Georgetown University acknowledged that it sold 272 men, women and children owned by Jesuit priests in Louisiana to pay off the institution’s debt.

The university formally apologised to the descendants of the 272 slaves in 2016 following a 104-page report from a working group of students and faculty members.

“Today, the society of Jesus, who helped to establish Georgetown University and whose leaders enslaved and mercilessly sold your ancestors, stands before you to say that we have greatly sinned, in our thoughts and in our words, in what we have done, and what we have failed to do,” said Reverend Tim Kesicki, President of the Jesuit Conference of Canada and the United States.

“We are profoundly sorry. It is our very enslavement of another, our very ownership of another, which culminated in the tragic sale of 272 women, men and children that remains with us to this day, trapping us in a historic truth for which we implore mercy and justice, hope and healing,” he added.

The university administration also decided to rename two campus buildings that honoured former university presidents involved in the sales.

What’s more, a majority of students approved a reparations fund to help descendants of enslaved people in the 19th Century in a referendum drafted last month.

Harvard University

In 2016, Harvard University decided to replace the word “master” in their residential college housing systems with “faculty dean”.

 In 2011, a booklet launched by the Harvard and Slavery Research Project reported that three Harvard presidents owned slaves who worked on campus in the early 17th Century. It also found that the college received donations from slavery-related wealth until the civil war.

 However, the university administration has not acknowledged any direct connection between the term ‘house master’ and the institution of slavery.

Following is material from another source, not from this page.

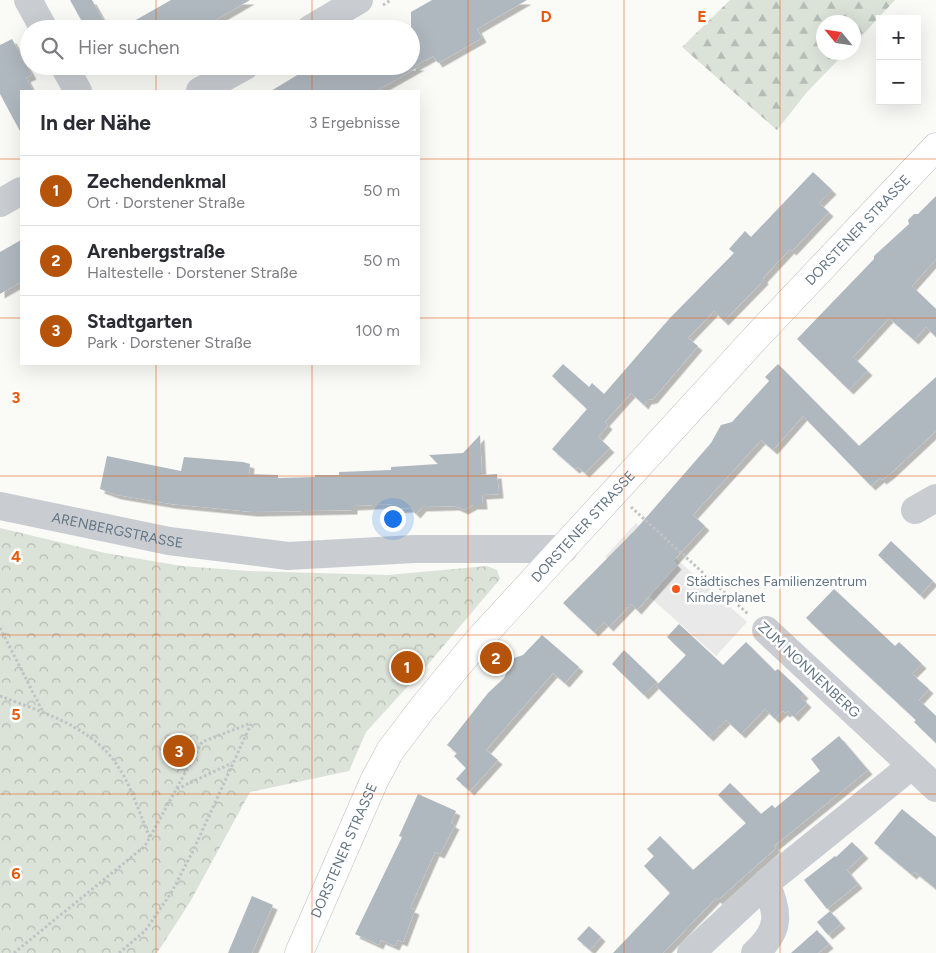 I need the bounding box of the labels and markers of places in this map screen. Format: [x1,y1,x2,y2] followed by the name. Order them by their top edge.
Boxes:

 Academics say that the word is derived from the Latin term ‘magister’, which addresses scholars or teachers, but critics argue that it is a connotation for slavery.   

Princeton University

Last year, Princeton announced that it would name two campus spaces in honour of enslaved people who lived or worked on its campus following research into its historical connections with slavery.

The university came under criticism in 2015 after it declined to remove former Princeton president Woodrow Wilson’s name from its prestigious Woodrow Wilson School of Public and International Affairs. 

Wilson, who led the university for eight years and then the White House, prevented black students from enrolling at the university and supported the resegregation of federal departments during his time as president.

University of Bristol

The university this year ordered a new investigation into its historical links to slavery two years after it refused to change the name of its Wills Memorial Building, which honours its first chancellor, whose family profited from tobacco farming using slaves. 

Last year, the university conceded that 85 percent of the fund used to found the university depended on slave labour.

The university still continues to explore its past, along with other universities.